Segment Start: SUPPLIED RECORDS
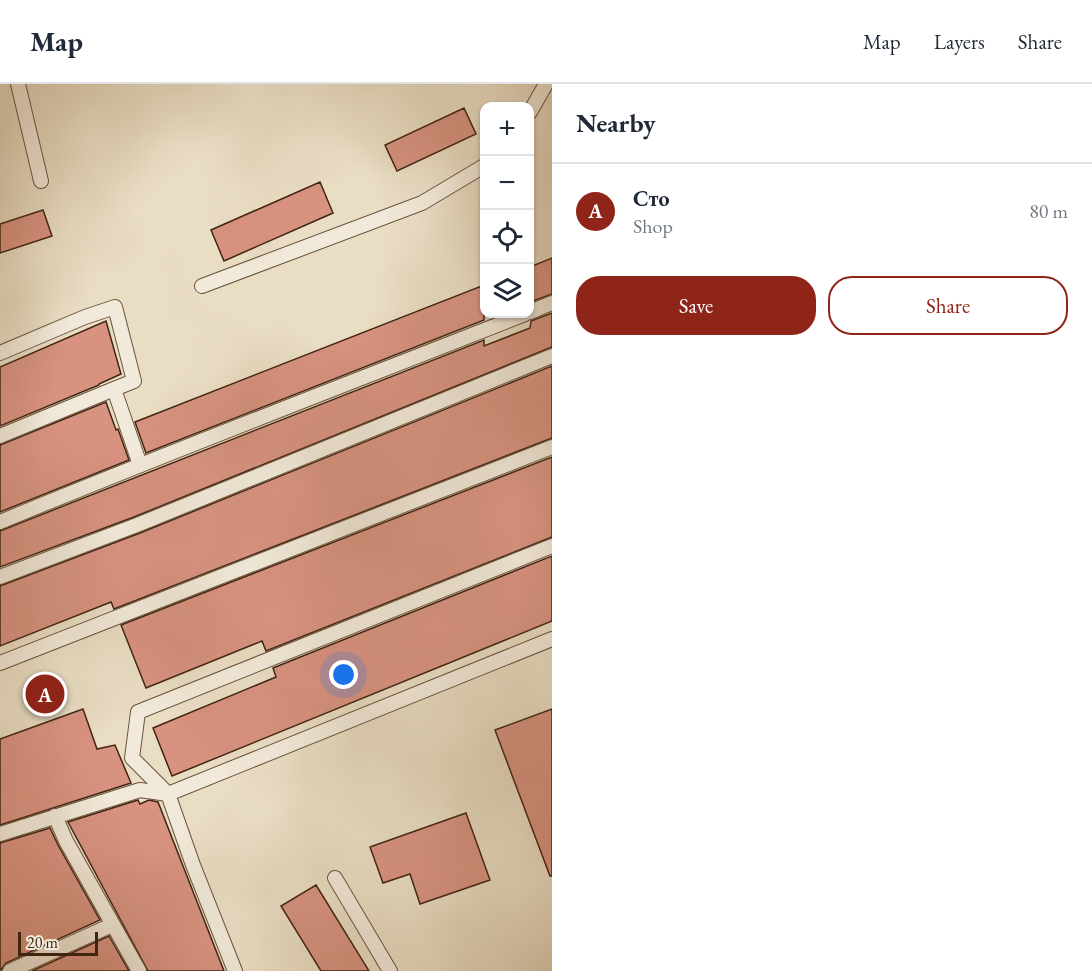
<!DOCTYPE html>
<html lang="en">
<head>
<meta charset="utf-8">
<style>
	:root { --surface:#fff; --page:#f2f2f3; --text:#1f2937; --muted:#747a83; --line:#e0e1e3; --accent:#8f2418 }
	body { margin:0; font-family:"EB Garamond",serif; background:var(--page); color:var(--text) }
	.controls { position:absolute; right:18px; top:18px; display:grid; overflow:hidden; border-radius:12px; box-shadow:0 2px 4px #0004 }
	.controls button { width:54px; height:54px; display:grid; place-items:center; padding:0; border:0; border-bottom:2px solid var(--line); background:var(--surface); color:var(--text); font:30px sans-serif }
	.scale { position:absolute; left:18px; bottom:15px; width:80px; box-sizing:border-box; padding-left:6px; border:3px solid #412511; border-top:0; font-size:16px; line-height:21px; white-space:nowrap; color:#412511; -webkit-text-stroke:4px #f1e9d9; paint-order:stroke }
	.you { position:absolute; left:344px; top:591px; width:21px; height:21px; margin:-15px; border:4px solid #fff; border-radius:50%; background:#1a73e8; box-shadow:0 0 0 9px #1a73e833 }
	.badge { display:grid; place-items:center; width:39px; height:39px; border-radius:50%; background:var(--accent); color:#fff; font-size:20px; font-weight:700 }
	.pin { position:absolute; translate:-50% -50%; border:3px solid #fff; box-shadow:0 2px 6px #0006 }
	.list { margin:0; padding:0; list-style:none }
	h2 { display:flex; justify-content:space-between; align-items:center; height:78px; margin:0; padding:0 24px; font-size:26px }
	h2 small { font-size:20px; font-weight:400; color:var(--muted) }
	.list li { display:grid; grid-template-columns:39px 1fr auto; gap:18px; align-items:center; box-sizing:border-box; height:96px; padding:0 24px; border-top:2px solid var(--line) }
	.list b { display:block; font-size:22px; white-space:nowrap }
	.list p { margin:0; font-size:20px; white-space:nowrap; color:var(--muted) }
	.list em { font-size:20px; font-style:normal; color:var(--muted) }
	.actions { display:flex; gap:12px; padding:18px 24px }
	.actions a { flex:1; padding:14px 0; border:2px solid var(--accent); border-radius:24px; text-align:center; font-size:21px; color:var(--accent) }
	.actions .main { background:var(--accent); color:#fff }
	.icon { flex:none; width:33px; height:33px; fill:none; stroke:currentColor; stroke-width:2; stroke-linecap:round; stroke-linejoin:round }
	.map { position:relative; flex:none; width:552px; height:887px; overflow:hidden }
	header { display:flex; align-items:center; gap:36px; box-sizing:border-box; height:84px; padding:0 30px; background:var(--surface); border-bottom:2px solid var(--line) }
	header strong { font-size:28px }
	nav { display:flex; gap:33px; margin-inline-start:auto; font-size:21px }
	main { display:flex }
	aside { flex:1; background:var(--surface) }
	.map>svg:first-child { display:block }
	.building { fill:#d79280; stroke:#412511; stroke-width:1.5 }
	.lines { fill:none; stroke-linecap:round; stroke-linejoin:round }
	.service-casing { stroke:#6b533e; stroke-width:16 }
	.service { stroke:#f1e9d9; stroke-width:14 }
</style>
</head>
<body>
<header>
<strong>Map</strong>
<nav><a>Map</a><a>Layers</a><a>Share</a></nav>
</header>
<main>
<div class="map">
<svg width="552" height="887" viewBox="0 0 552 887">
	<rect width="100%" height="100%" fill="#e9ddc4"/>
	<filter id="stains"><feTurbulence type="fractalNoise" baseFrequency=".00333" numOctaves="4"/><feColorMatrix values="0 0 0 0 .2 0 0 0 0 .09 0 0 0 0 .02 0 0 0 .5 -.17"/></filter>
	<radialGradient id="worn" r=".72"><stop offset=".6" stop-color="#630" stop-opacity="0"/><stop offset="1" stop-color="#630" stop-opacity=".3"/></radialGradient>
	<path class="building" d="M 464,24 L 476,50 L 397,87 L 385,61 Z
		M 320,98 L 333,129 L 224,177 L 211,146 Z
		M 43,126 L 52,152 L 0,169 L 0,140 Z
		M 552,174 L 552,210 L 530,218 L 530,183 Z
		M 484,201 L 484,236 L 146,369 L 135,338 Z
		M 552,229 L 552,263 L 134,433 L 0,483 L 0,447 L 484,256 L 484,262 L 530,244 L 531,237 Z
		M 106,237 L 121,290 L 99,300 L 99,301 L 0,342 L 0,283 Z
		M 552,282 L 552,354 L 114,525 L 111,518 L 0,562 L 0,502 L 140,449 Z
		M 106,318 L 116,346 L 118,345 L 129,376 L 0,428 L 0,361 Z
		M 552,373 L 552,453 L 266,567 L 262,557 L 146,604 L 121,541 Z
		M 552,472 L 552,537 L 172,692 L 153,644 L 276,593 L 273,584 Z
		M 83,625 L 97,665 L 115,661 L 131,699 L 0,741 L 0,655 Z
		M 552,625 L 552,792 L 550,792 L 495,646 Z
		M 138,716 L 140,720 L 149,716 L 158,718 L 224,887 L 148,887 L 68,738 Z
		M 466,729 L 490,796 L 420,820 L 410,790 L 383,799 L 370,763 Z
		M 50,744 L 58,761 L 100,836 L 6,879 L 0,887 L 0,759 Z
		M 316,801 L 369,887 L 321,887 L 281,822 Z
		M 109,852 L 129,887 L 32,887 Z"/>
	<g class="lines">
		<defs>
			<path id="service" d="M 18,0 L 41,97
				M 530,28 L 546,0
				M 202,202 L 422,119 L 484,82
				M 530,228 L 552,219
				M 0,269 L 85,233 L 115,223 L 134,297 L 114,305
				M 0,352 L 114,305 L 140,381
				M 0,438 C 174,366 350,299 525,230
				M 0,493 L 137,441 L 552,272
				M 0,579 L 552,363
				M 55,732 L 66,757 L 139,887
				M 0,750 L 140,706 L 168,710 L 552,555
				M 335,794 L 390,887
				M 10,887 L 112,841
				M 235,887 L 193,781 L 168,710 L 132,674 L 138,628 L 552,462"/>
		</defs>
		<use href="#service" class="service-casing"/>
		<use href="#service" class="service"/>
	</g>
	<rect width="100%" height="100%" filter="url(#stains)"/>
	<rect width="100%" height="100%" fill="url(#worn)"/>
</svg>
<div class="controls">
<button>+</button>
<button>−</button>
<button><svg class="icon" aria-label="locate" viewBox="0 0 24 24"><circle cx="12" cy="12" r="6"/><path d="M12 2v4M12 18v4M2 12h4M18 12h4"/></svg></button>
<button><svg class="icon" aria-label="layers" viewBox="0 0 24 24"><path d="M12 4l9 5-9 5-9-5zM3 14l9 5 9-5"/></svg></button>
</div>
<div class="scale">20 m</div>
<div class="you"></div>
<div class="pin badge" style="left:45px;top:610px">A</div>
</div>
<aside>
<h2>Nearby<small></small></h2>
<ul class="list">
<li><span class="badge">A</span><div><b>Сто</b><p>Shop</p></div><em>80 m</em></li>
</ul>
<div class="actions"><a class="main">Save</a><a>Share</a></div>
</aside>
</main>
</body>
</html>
Segment End: SUPPLIED RECORDS
Using the material above, find each line that holds "list" and copy that line.

	.list { margin:0; padding:0; list-style:none }
	.list li { display:grid; grid-template-columns:39px 1fr auto; gap:18px; align-items:center; box-sizing:border-box; height:96px; padding:0 24px; border-top:2px solid var(--line) }
	.list b { display:block; font-size:22px; white-space:nowrap }
	.list p { margin:0; font-size:20px; white-space:nowrap; color:var(--muted) }
	.list em { font-size:20px; font-style:normal; color:var(--muted) }
<ul class="list">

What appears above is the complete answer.